ZFEL widely used for cardiovascular disease model due to transparent body potentially help to identify abnormal HR observing through stereomicroscope (Kithcart and MacRae, 2017). The LPS induction leads to reduction in HR upto 108±4.33 heart beat (HB)/min as compared to control 159±3.21 HB/min. PT of F in LPS stimulated ZFEL shown in the Fig 3. PT of VA to LPS induced ZFEL shown enhancement in LVA1, LVA2 and LVA3 treatment groups respectively shown in Fig 4. Overall, the PT of combination of FVA showed the cardioprotection via bringing heart rate 156±0.88 HB/ min shown in Fig 4. The reduction in heart rate in LPS treated group due to the cardiac edema (harmful effect of LPS on cardiac cell membrane) resulting into elongation of heart chamber and might be alters the hemodynamics of ZFEL (Zakaria et al., 2018). The 80 and 100 µg/mL of F and higher dosages of VA slightly reduced the heart rate without causing any cardiac abnormalities as compared to control. The PT of F, VA and FVA different significantly attenuated LPS induced cardiac rhythm alteration via cellular and molecular mechanism. In contrast, Lee et al., (2013); Sanjeewa et al., (2019) and Wang et al., (2021) reported that F isolated from Ecklonia cava; Sargassum honeri and S. fusiforme pretreatment to various concentrations of F (12.5, 25, 50 and 100 µg/mL) helps to ameliorate the LPS induced abnormal heart beating rate via reducing it. The male albino Wistar rats induced with L-NAME via drinking water and co-treated with VA. They reported that co-treatment of VA significantly modified cardiac marker enzymes, NOx levels, left ventricular function and elevated eNOS mRNA expression to normalize L-NAME induced hypertensive effect in rats (Kumar et al., 2014). Baniahmad et al., (2020) reported that pretreatment of VA (10,20 and 40 mg/kg) for two weeks significantly increased systolic blood pressure and reversed the HR near to normal in 20 and 40 mg/kg dose in doxorubicin induced rat.
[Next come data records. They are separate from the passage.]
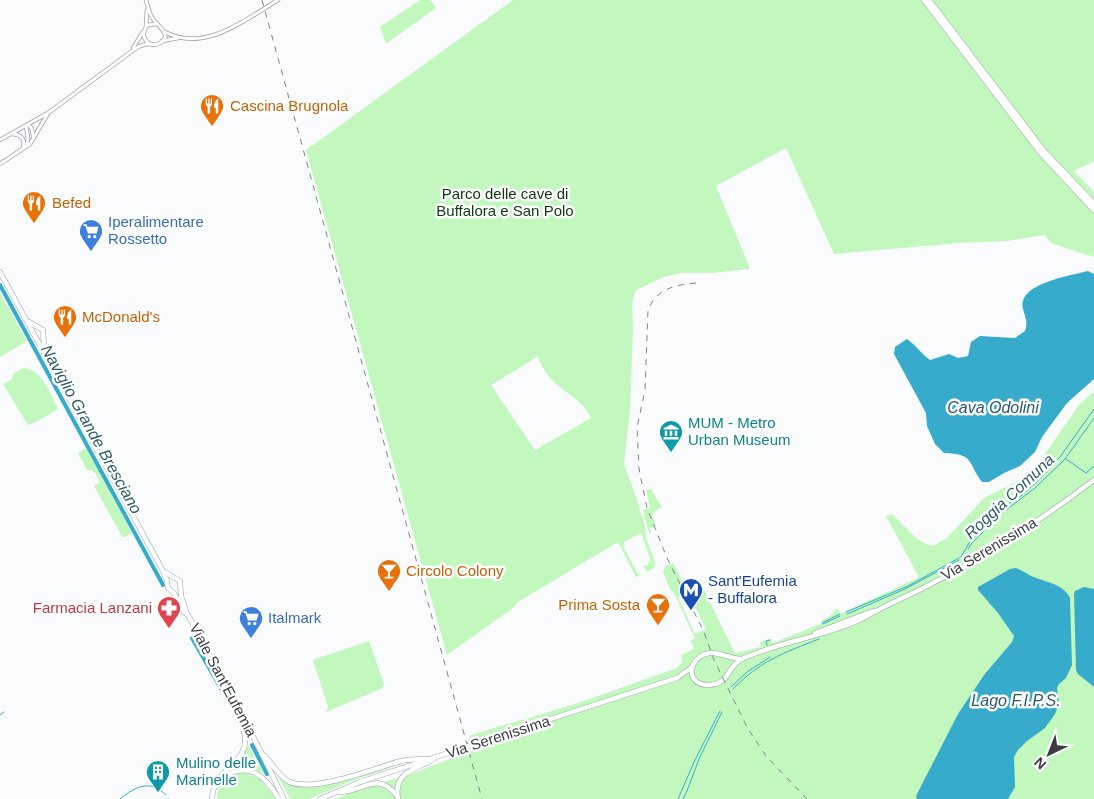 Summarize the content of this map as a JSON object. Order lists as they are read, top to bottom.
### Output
{
  "streets": {
    "main road": ["Via Serenissima", "Viale Sant'Eufemia"]
  },
  "water": [
    "Cava Odolini",
    "Naviglio Grande Bresciano",
    "Roggia Comuna",
    "Lago F.I.P.S."
  ],
  "parks": ["Parco delle cave di Buffalora e San Polo"],
  "places": {
    "restaurant": ["Cascina Brugnola", "Befed", "McDonald's"],
    "supermarket": ["Iperalimentare Rossetto", "Italmark"],
    "museum": ["MUM - Metro Urban Museum"],
    "bar": ["Circolo Colony", "Prima Sosta"],
    "metro station": ["Sant'Eufemia - Buffalora"],
    "pharmacy": ["Farmacia Lanzani"],
    "building": ["Mulino delle Marinelle"]
  },
  "north": "bottom left"
} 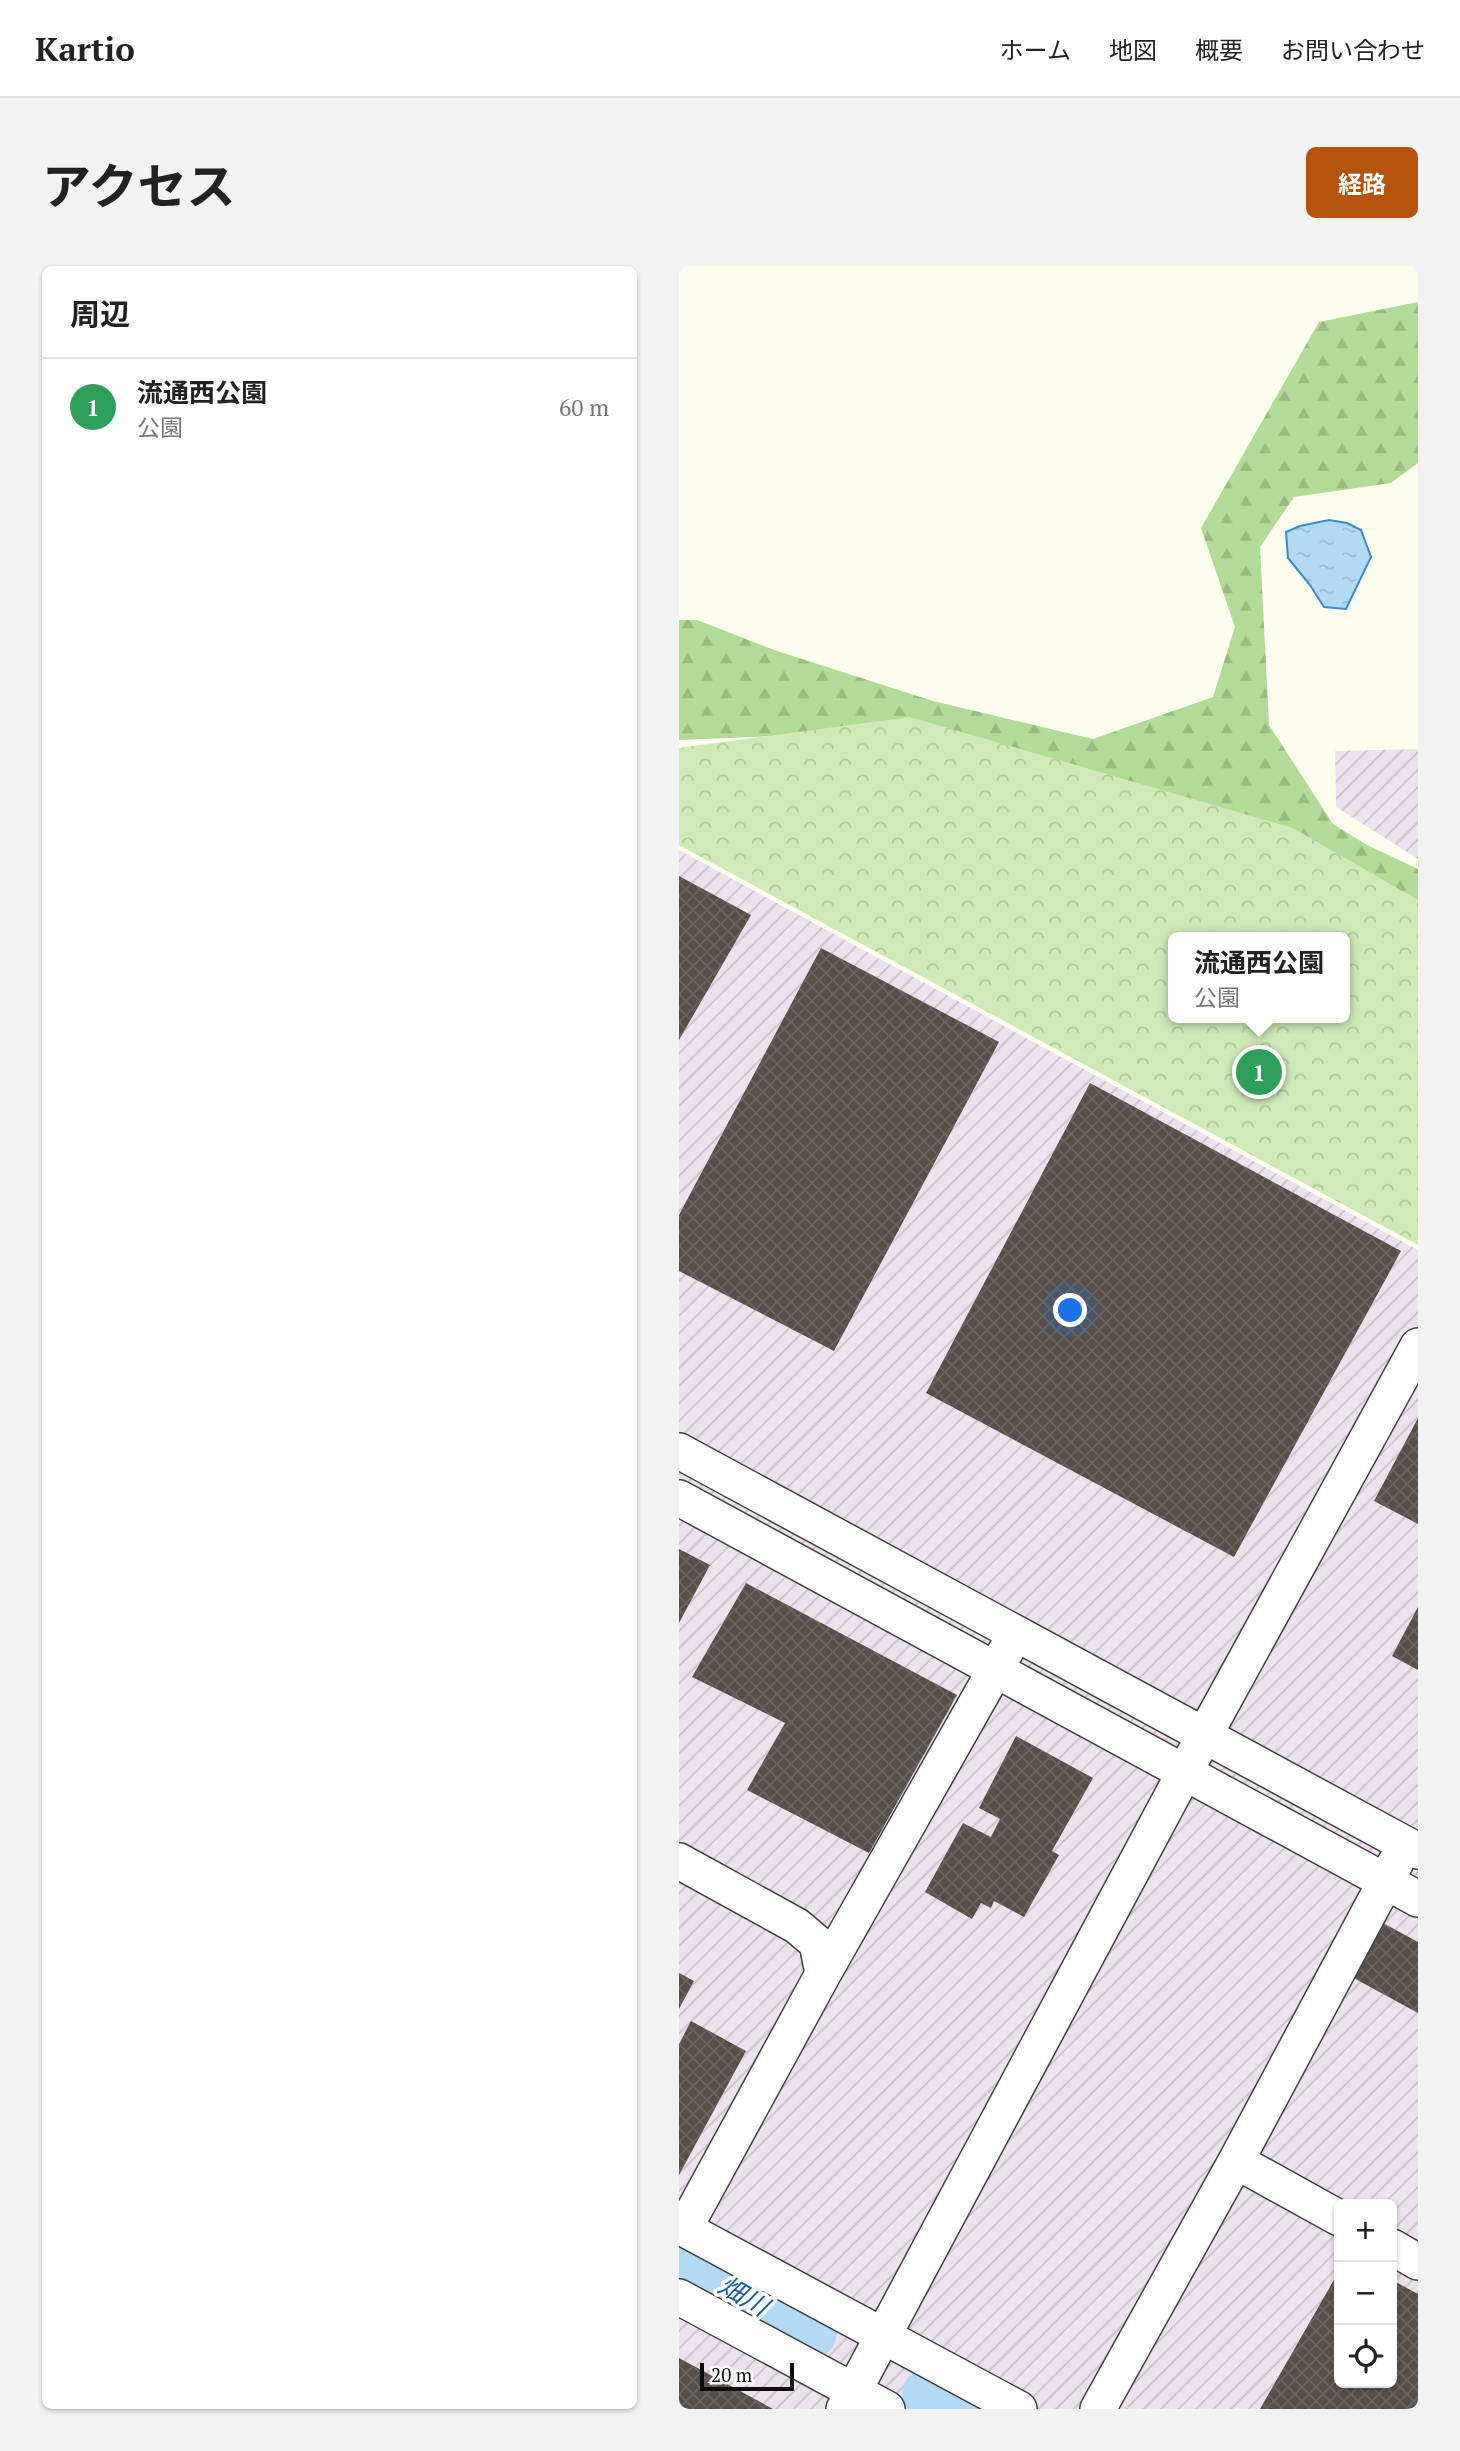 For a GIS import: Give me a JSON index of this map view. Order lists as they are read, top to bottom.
{
  "water": ["畑川"],
  "scale_bar": "20 m",
  "page": {
    "header": "Kartio",
    "nav": [
      "ホーム",
      "地図",
      "概要",
      "お問い合わせ"
    ],
    "title": "アクセス",
    "buttons": "経路",
    "heading": "周辺",
    "list": [
      {
        "mark": "1",
        "name": "流通西公園",
        "note": "公園",
        "value": "60 m"
      }
    ],
    "popup": ["流通西公園", "公園"],
    "pins": "1",
    "map_buttons": ["+", "−"],
    "scale": "20 m"
  }
}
Fig 3: The ZFEL larvae heart rate/min in control, LPS, F and PT of F in LPS induced ZFEL.



Fig 4: The ZFEL larvae heart rate/min in control, LPS, VA and PT of VA in LPS induced ZFEL.


       
The ZFEL induced with the LPS showed significantly 2.2-fold increase the NO production as compared to control, F and VA treated group. Correspondingly, ZFEL post treated with different concentration of F, VA and FVA effectively reduced the LPS induced NO production shown in Fig 5-7 respectively. The LPS treated ZFEL showed significant increase in NO level when compared to control and other groups. Several researchers used LPS induced ZFEL model for evaluating anti-inflammatory as well as oxidative stress properties of F isolated from various seaweeds (S. horneri/fusiforme, E cava, F vesiculosus) (Lee et al., 2013; Kim et al., 2014; Jeong et al., 2017; Wang et al., 2020; Sanjeewa et al., 2021). Lunderg and Weitzberg, (2022) mentioned that induction of proinflammatory cytokines /bacterial product to immune cells/ epithelial cells leads to generation of increased amount of iNOS for prolonged periods of timing produces NO and its different free radicals and causes toxicity to cells/organism (Piyushbhai et al., 2024). Many researchers reported that pretreatment of F significantly reduced the NO production whereas in the present study, PT of F different concentration might reduce the production of peroxynitrite (ONOO-) which play key role in oxidative stress, protein nitration and help to cellular detoxification process due to fucoidan inhibit production of iNOS (Lind et al., 2017; Piyushbhai et al., 2023). Whereas in present study, the PT of F, VA and FVA significantly lowered the NO levels in dose dependent manner in LPS induced ZFEL.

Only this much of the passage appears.